▸ Activity
Below are records; copy every line among them that contains the word "padding".

▸ Dataset
═══

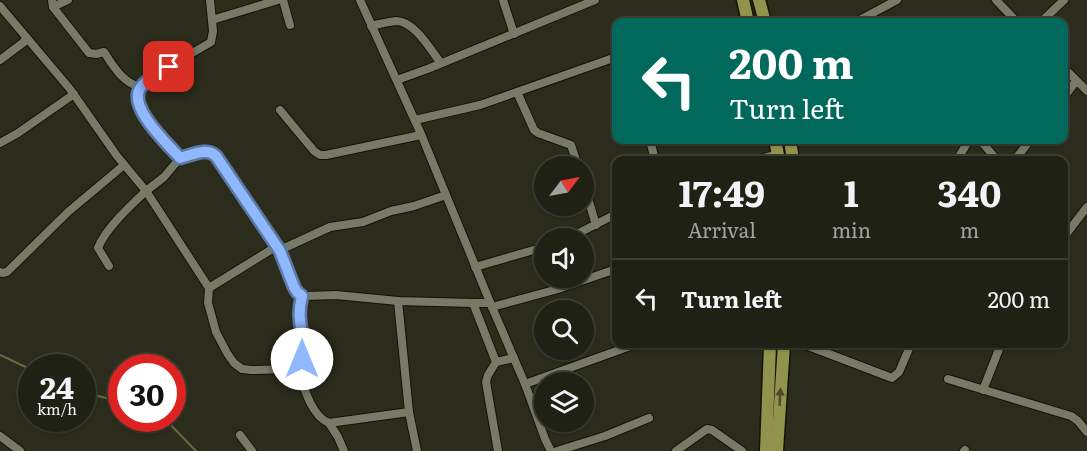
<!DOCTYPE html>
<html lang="en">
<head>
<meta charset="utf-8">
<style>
	:root { --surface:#202115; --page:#2d2e22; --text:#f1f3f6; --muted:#a2a3a0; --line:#3d3e34 }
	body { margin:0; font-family:Literata,serif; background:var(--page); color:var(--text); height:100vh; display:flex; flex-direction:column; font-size:22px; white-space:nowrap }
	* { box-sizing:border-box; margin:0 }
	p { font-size:20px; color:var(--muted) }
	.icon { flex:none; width:33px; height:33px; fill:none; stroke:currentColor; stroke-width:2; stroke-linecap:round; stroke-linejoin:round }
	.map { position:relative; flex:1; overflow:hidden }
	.details { position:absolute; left:612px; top:156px; width:456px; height:192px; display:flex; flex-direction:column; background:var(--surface); border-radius:12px; box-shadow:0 2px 4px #0004,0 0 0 2px var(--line) }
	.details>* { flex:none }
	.top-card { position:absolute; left:612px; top:18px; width:456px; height:126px; border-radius:12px; box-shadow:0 2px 4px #0004,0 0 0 2px var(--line); background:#00695c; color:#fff; overflow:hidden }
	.needle { width:39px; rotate:58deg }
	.controls { position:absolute; left:534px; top:156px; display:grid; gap:12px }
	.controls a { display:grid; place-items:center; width:60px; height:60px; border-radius:50%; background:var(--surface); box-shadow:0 2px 4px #0004,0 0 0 2px var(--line); font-size:30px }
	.speed { position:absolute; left:18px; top:354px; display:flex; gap:12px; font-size:30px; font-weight:700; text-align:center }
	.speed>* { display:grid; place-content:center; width:78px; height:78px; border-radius:50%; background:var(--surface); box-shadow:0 2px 4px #0004,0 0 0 2px var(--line); line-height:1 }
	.speed small { font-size:15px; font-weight:400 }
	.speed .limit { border:9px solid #d22; background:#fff; color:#111 }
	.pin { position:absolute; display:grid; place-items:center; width:51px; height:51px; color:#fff; margin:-26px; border-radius:12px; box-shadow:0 3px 9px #0006 }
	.me { position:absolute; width:66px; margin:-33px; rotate:0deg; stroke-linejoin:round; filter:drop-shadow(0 0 4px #0008) }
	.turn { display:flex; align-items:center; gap:21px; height:126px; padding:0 18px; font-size:27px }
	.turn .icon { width:78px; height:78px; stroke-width:2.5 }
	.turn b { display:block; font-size:42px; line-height:51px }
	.eta { display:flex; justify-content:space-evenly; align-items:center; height:102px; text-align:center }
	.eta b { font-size:36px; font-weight:700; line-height:42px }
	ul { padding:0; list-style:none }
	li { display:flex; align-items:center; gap:18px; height:78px; padding:0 18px; border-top:2px solid var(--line) }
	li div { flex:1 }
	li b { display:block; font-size:22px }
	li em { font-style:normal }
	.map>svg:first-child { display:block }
</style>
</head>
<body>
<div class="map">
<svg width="1087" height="451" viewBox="0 0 1087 451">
	<rect width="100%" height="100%" fill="#2b2c1c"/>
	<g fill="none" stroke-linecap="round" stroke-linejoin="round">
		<g stroke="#686a43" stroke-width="2">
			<polyline points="0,355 32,370"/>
			<polyline points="82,392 122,402"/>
			<polyline points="164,418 196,451"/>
		</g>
		<g stroke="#141406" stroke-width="10">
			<g id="street">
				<path d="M52 0 53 7 89 53 96 54 104 52C114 67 122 82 140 87"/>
				<polyline points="283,0 290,25"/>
				<polyline points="360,0 421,134 492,307 525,384 545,439 551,451"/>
				<polyline points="503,0 514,34"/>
				<polyline points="996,0 1017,22"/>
				<polyline points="0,6 70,89 117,156 146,191 164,177 180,158 207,151 212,153 216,156 281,251 294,287 301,295 306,296 336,295 398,301 473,303 490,303"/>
				<polyline points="53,7 68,0"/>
				<polyline points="212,20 278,0"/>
				<polyline points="856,22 897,0"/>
				<polyline points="1041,22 1064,0"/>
				<path d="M371 26C379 24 388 22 396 21 415 21 431 51 441 63"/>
				<polyline points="0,60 24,42 26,37"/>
				<polyline points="1064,68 1087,91"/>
				<polyline points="397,80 430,68 595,0"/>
				<polyline points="517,92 534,130 538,133 571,145 578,166"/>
				<polyline points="1064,97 1076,81"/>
				<polyline points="280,110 314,151 320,155 326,155 421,135"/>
				<polyline points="415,120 480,105 616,57"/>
				<polyline points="650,140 655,160"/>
				<polyline points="980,140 997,160"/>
				<polyline points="0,143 18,133 74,94"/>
				<path d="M180 158C169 145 156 133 146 119 141 112 136 100 138 92 142 79 197 51 211 42L213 31 210 0"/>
				<polyline points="756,160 778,154"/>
				<polyline points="957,160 969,140"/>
				<polyline points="1015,160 1030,140"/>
				<polyline points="584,185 596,225"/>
				<polyline points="1064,237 1087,207"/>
				<polyline points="569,238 616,214"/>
				<polyline points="280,250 330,227 363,222 391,211 414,206 446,195"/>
				<path d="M109 266 98 248C105 229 131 205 146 191L209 288 208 303 216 332 227 353 234 363 242 369 251 370 293 369 300 363 304 352 305 345 299 313 302 296"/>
				<polyline points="475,267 544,247"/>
				<polyline points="0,272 2,273 7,272 68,212 124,165"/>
				<polyline points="209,288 277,246"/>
				<polyline points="398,301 409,412 417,451"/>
				<polyline points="473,303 496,362 488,375 486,382 498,451"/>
				<polyline points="492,307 558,289 616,269"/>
				<polyline points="803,344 892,378 899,372 911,344"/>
				<polyline points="496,362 514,358"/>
				<path d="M297 366C303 384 310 415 329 423L409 412"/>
				<polyline points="948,379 1071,416 1078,421 1087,432"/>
				<polyline points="525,384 636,344"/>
				<polyline points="983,390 1001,344"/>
				<polyline points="329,423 338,437 344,451"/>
				<polyline points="240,435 252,451"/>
				<polyline points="0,436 20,451"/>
				<polyline points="557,451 605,436 649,418"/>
				<polyline points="676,451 707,429 712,430 742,451"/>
				<polyline points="964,451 965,450"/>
			</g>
		</g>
		<g stroke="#141406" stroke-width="15">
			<g id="primary">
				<polyline points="743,0 748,22"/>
				<polyline points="759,0 765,22"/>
				<polyline points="775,140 779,160"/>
				<polyline points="790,140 793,160"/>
				<polyline points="766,451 770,344"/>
				<polyline points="777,451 784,344"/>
			</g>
		</g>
		<use href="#street" stroke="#787967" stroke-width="8"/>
		<use href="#primary" stroke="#91934d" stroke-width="12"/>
	</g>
	<defs><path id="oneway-solid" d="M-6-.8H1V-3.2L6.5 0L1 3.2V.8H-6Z" transform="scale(1.5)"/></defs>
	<use fill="#4a4b2b" href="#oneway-solid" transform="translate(780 397) rotate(-87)"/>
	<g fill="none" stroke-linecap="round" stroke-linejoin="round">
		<g stroke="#5d78a4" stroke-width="15">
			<path id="route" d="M169 67C159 73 148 78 141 87 126 106 168 144 180 158 192 155 206 147 216 156L280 251 294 287 297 292 302 296C300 304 299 312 300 320 301 334 307 345 302 359"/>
		</g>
		<use href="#route" stroke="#8fb8fd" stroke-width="10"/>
	</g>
</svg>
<div class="controls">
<a><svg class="needle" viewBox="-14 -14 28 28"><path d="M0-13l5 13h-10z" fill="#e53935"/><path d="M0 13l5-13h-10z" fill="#a2a3a0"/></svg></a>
<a><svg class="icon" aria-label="sound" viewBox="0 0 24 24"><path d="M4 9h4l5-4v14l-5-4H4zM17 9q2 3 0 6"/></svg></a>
<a><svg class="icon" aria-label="search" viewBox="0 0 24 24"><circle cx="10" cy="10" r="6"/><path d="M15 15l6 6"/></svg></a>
<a><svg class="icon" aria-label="layers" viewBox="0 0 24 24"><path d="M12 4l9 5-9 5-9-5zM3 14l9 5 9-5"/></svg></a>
</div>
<div class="speed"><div>24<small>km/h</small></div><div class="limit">30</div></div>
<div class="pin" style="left:169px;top:67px;background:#d93025"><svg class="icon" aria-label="arrive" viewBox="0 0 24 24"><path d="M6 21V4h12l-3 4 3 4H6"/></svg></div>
<svg class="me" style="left:302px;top:359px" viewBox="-20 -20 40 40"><circle r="19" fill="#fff"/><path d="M0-13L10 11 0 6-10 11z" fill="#8fb8fd"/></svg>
<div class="top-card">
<div class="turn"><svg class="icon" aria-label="left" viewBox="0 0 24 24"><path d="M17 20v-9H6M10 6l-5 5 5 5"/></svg><div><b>200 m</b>Turn left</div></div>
</div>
<section class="details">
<div class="eta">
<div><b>17:49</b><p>Arrival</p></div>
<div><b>1</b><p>min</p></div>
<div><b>340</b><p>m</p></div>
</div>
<ul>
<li><svg class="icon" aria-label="left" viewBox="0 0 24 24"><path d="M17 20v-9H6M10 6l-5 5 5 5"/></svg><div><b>Turn left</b></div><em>200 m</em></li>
</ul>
</section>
</div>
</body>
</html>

═══

▸ Result of this task
	.turn { display:flex; align-items:center; gap:21px; height:126px; padding:0 18px; font-size:27px }
	ul { padding:0; list-style:none }
	li { display:flex; align-items:center; gap:18px; height:78px; padding:0 18px; border-top:2px solid var(--line) }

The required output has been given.